Bom, era época de eleição e hora de procurar candidatos para um possível anúncio. Criava uns textos políticos e o fotógrafo Xilaudo me acompanhava nas reuniões agendadas com os possíveis anunciantes.
Liguei para Sô Zinho, empresário de entretenimento noturno e jogos, também presidente do São Cristovão Futebol Clube, time amador de Itabira, cujos atletas eram remunerados.
Ele era candidato a reeleição para vereador. Nem deixei que ele se pronunciasse e fui falando de uma mensagem política e de uma foto maravilhosa que ele depois poderia transformar em um quadro.
O convenci com o argumento de que faríamos uma foto de pura arte para a imagem do texto publicitário. E marquei o encontro para dois dias depois, na parte da manhã.
Quando o Xilaudo e eu chegamos à sede do São Cristovão Futebol Clube, na rua Salvino Pascoal, onde hoje está localizado o supermercado Nova Europa, não encontramos o Sô Zinho.
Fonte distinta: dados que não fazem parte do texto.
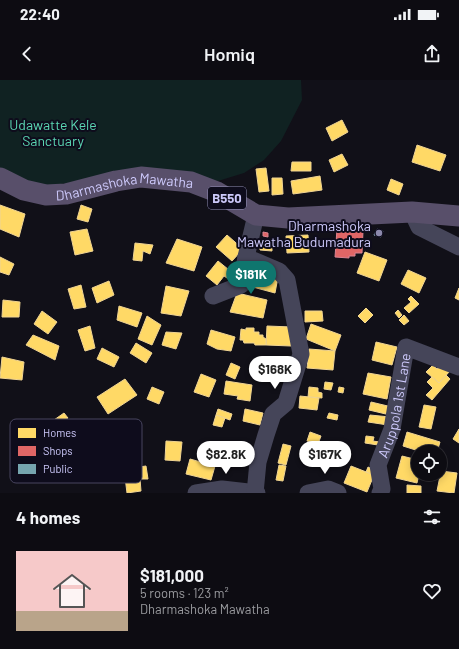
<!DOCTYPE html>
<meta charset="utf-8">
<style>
:root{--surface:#0d0c12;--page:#1b1a20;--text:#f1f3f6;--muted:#9a9b9f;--line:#2d2c32;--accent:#0f766e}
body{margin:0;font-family:Barlow,sans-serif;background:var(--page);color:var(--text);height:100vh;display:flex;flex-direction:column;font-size:15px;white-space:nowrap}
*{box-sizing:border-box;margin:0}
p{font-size:13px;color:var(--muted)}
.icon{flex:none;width:22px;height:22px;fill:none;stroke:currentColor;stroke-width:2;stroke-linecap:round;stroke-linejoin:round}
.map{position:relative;height:413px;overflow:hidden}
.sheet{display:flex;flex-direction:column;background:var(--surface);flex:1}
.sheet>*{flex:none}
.fabs{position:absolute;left:411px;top:365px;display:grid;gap:8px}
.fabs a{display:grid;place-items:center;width:36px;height:36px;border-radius:50%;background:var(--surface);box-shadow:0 2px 10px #0003,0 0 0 1px var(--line);font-size:20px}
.price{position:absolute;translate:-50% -34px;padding:0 9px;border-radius:14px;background:#fff;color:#222;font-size:13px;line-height:26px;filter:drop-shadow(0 1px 2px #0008)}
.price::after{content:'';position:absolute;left:50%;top:24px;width:12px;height:9px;margin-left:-6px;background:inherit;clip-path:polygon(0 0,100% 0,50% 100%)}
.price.selected{background:var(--accent);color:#fff}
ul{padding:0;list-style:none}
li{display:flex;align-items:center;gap:12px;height:100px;padding:0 16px}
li+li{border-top:1px solid var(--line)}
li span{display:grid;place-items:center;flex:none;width:112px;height:80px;border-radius:0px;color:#555}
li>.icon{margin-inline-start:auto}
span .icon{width:48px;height:48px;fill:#fffc;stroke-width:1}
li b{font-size:17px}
h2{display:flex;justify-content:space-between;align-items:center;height:48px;padding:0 16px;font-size:17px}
.status{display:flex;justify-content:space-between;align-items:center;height:28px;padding:0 20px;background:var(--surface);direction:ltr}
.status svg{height:11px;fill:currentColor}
header{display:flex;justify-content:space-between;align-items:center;height:52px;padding:0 16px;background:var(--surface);font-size:18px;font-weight:600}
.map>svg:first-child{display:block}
.green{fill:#102222}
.homes{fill:#ffd966;stroke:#f0d493}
.shops{fill:#e06666;stroke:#db8493}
.public{fill:#76a5af;stroke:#90b0c6}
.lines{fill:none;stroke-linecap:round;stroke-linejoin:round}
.minor{stroke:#454559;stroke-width:17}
.major{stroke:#584f6a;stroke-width:21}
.poi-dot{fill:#8c89ac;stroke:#0e0c1c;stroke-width:1.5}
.labels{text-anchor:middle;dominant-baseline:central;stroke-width:4;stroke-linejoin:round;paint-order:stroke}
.shield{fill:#0e0c1c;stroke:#9491b9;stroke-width:1}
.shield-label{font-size:13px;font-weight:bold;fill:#cecafc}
.park-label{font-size:14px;fill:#5bd7b3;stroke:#0e0c1c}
.street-label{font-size:14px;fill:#cecafc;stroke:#0e0c1c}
.poi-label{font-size:14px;fill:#cecafc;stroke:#0e0c1c;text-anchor:end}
.key{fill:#0e0c1c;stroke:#48455f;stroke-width:1}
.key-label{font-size:11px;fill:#cecafc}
</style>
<div class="status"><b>22:40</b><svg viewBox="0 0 49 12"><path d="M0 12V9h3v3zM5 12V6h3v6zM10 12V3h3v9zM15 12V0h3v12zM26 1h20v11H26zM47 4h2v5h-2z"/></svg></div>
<header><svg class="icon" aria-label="back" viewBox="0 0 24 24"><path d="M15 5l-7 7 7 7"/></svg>Homiq<svg class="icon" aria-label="share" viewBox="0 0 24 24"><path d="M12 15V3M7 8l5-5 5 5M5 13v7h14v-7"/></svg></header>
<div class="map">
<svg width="459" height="413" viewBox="0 0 459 413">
<rect width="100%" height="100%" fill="#111018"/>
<polygon class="green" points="0,0 301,0 302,20 281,61 264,80 244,93 218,101 190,97 125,95 47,106 0,98"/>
<g class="homes">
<polygon points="342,40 348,52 332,61 326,48"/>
<polygon points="417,65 446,75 440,91 412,82"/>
<polygon points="342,74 348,85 334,92 329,80"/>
<polygon points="292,82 311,82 311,91 291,91"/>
<polygon points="266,88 269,111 259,112 256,89"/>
<polygon points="320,96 322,110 293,114 291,101"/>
<polygon points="272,98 282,98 283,114 272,115"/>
<polygon points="391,99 403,104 399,115 387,110"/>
<polygon points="0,125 25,134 19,157 0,149"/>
<polygon points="81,125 92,129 88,142 77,139"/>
<polygon points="87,149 93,171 75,175 70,152"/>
<polygon points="227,155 243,169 232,181 216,167"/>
<polygon points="308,155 309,172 287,173 286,156"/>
<polygon points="177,159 202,167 194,191 166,183"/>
<polygon points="135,163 153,165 150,174 143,171 142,181 133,180"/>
<polygon points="260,163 272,164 272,171 260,170"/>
<polygon points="365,172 387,180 379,201 357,193"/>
<polygon points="0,177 14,184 9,195 0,192"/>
<polygon points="218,181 234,194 230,200 224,196 217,205 206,196"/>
<polygon points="252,186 278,197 275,213 249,206"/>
<polygon points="408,190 426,198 419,213 401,204"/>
<polygon points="109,201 114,215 97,223 92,208"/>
<polygon points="81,205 86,227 74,229 68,209"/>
<polygon points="166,206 189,211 181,236 161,233"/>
<polygon points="459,208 459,220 455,218"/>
<polygon points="237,213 267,220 263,238 230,232"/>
<polygon points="411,216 419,224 409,233 404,228 411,222 408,219"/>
<polygon points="3,220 20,222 19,237 2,237"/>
<polygon points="119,226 142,233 137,247 117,240"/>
<polygon points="366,228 373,235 365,243 358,236"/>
<polygon points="398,230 402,235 399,238 395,233"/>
<polygon points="42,231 57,242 48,254 34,244"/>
<polygon points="305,231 322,231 323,241 305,242"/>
<polygon points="404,235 409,241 404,245 399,240"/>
<polygon points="147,236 161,245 152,265 138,259"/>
<polygon points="311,244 341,255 335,271 306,259"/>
<polygon points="90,246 95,268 85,271 78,250"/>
<polygon points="267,246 292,247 291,266 266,265"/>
<polygon points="246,248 254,248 254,252 259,252 259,255 263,255 263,257 266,259 266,265 255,265 254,263 244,263 243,260 240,260 241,249 246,250"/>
<polygon points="211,250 235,257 231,271 217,269 207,264"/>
<polygon points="166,252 182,253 176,269 162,265"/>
<polygon points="33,255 59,266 55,280 26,265"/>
<polygon points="376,262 397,267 392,285 372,280"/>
<polygon points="136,263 152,273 146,283 130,273"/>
<polygon points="102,268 119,277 114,287 97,279"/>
<polygon points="309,269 335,271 333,290 307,288"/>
<polygon points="2,277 24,282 22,300 0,298"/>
<polygon points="263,279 277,285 270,300 256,293"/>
<polygon points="231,283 240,287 235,299 226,295"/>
<polygon points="441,284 450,291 439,303 426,292 433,285 437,289"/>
<polygon points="368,293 391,297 387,319 363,314"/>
<polygon points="201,294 216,300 209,317 194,312"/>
<polygon points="446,295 450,299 432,320 426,315 433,308 427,302 432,297 439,303"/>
<polygon points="125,299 137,315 108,334 97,317"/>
<polygon points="226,301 252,305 250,321 237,319 238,316 224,314"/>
<polygon points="325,302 333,303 331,310 324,309"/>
<polygon points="152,307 164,312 159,324 147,319"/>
<polygon points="309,307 318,308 318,312 322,313 322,318 308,317"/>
<polygon points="339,307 344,308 343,313 338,312"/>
<polygon points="300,316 319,318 317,330 299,328"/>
<polygon points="371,322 392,327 390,335 369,330"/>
<polygon points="424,325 436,327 431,349 419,347"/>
<polygon points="218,329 232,334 230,340 216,335"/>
<polygon points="245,329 263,333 260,345 243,341"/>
<polygon points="64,333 68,338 58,345 54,340"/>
<polygon points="329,333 338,335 337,340 327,338"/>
<polygon points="216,335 225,338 222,347 213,345"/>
<polygon points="370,335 390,337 388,345 368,342"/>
<polygon points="459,349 459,363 453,359"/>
<polygon points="310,352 321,356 318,364 307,361"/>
<polygon points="407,352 440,362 437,372 422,372 403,366"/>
<polygon points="366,356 374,357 373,361 379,362 378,365 365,363"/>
<polygon points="166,361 182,362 180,381 165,380"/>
<polygon points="283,364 291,366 286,385 278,383"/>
<polygon points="226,366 235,369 233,375 224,372"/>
<polygon points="402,376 418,380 419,394 417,403 396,398"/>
<polygon points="221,377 229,379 228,382 220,380"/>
<polygon points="190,379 215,386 211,400 186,394"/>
<polygon points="219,382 227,384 226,388 218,386"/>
<polygon points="279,385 286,386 283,401 276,400"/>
<polygon points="146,386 148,399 140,399 141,411 127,413 124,389"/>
<polygon points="351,386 374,395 367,412 344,403"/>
<polygon points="368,387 375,390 374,395 366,392"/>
<polygon points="441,391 457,393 454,413 437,411"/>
<polygon points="407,405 421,406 421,413 407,413"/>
</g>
<g class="shops">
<polygon points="337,149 363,151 362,173 355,173 355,176 349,176 349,178 335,177"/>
<polygon points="263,152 268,153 268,157 263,156"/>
</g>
<polygon class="public" points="377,149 383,151 381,157 374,155"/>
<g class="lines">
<g class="minor">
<polyline points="412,132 419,147 459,167"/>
<polyline points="213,216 241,205 246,177"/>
<polyline points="196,413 222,409 257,413"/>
<polyline points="255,413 258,382 266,355 273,334 286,323 301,274 287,200 279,191 246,177 256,135"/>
<polyline points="308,413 328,409 338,413"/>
<path id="s1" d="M380,413L382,409L378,385L392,349L406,267L459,287"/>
</g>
<path class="major" id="s2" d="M0,98L24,110L46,115L66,114L116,101L141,97L191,102L217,112L256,135L288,138L412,132L459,136"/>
</g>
<circle class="poi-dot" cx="379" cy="153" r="4"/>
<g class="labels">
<rect class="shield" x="208" y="107" width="38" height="22" rx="3"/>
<g class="shield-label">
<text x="227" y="118">B550</text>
</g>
<g class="park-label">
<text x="53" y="44">Udawatte Kele<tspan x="53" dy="16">Sanctuary</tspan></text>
</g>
<g class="street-label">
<text stroke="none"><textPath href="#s2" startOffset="129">Dharmashoka Mawatha</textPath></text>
<text stroke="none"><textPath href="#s1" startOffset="91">Aruppola 1st Lane</textPath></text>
</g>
<g class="poi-label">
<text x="371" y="145">Dharmashoka<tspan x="371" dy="16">Mawatha Budumadura</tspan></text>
</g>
</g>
<rect x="10" y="339" width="132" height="64" rx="6" class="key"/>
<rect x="18" y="348" width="18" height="10" fill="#ffd966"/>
<rect x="18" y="366" width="18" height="10" fill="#e06666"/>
<rect x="18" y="384" width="18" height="10" fill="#76a5af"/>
<g class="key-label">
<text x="43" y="357">Homes</text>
<text x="43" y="375">Shops</text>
<text x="43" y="393">Public</text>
</g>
</svg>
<div class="fabs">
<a><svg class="icon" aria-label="locate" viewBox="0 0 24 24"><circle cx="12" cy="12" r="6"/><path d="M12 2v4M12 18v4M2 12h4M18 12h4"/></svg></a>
</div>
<b class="price selected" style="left:251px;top:215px">$181K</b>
<b class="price" style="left:275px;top:310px">$168K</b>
<b class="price" style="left:226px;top:395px">$82.8K</b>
<b class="price" style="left:325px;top:395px">$167K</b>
</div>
<section class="sheet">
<h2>4 homes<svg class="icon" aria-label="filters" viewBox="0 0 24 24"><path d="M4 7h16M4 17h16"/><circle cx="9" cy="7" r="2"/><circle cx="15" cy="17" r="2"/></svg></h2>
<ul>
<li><span style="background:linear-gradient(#f6c9c9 75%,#b9a48a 0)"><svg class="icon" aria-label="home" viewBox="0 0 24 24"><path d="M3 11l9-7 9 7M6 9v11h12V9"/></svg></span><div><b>$181,000</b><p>5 rooms · 123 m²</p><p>Dharmashoka Mawatha</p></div><svg class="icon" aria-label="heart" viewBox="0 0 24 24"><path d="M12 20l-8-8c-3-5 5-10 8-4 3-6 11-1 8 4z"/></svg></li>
</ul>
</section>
Tínhamos que correr atrás do empresário. Então combinei com o Xilaudo para retornamos ás 15h daquele mesmo dia, pois possivelmente ele poderia estar na sede. As 15h, Xilaudo e eu chegamos à sede e fomos recebidos por dois seguranças armados. Eu disse que era do Cometa e tinha um encontro marcado com o Sô Zinho.
Fui entrando e puxando o Xilaudo, com a câmera fotográfica nas mãos. Os seguranças nos seguindo, tentando nos barrar, sem entender a minha insistência. Vi uma porta e a abri.
Lá estava Sô Zinho e algumas pessoas em volta de uma enorme mesa com pilhas e pilhas de dinheiro. Pensei, nem nas revistas de Tio Patinhas tinha visto tantas cédulas. Dois homens apontaram armas grandes para nós.
Xilaudo, vermelho, igual a camarão, tremia dos pés a cabeça. Precisei segurar a câmera. Como não conheço armas, creio que os homens portavam espingardas ou metralhadoras.
Rápido eu disse: Sô Zinho, sou Solange, do jornal O Cometa, e viemos fazer sua maravilhosa foto para ilustrar a mensagem política à sua reeleição.
Ele respondeu: – “Não precisa de mensagem e usa a mesma foto de sempre, colocando apenas meu nome e o número do candidato”.
Na saída, fomos escoltados até a porta da sede. Seguimos direto para a redação e contamos o episódio para todos. O Xilaudo ficou tão abalado que me convidou para ir ao boteco do Hélio, em frente ao BNH, tomar umas pingas e cervejas.
Aguarde, em breve narrarei novos casos que vivi enquanto trabalhava no Jornal O Cometa.
Deliciosa história, cara Solange.
Solange, você me inspira! Obrigada
“Sô Zinho, empresário de entretenimento noturno”. Gostei do eufemismo. Parabéns, Solange. Aguardo os próximos causos. Moisés!
É prazeroso para nós Itabiranos, ver conterrâneas – que amam sua terra, que gostam e buscam o desafio – dividir com todos nós suas desafiadoras experiências, nas descobertas de figuras que fazem parte da nossa cidade, graças aos olhos de lince do Carlinhos Cruz que à todo momento nos brinda de matérias de qualidade, com boas e preciosas informações.
Admiro sua postura Solange Alvarenga, no respeito à busca de informações para com os objetivos do jornal.
Felicito à toda equipe de “O COMETA”, pelo 40º aniversário.
Essas inteligências sabiam,sabem e continuam a Amar e defender Itabira.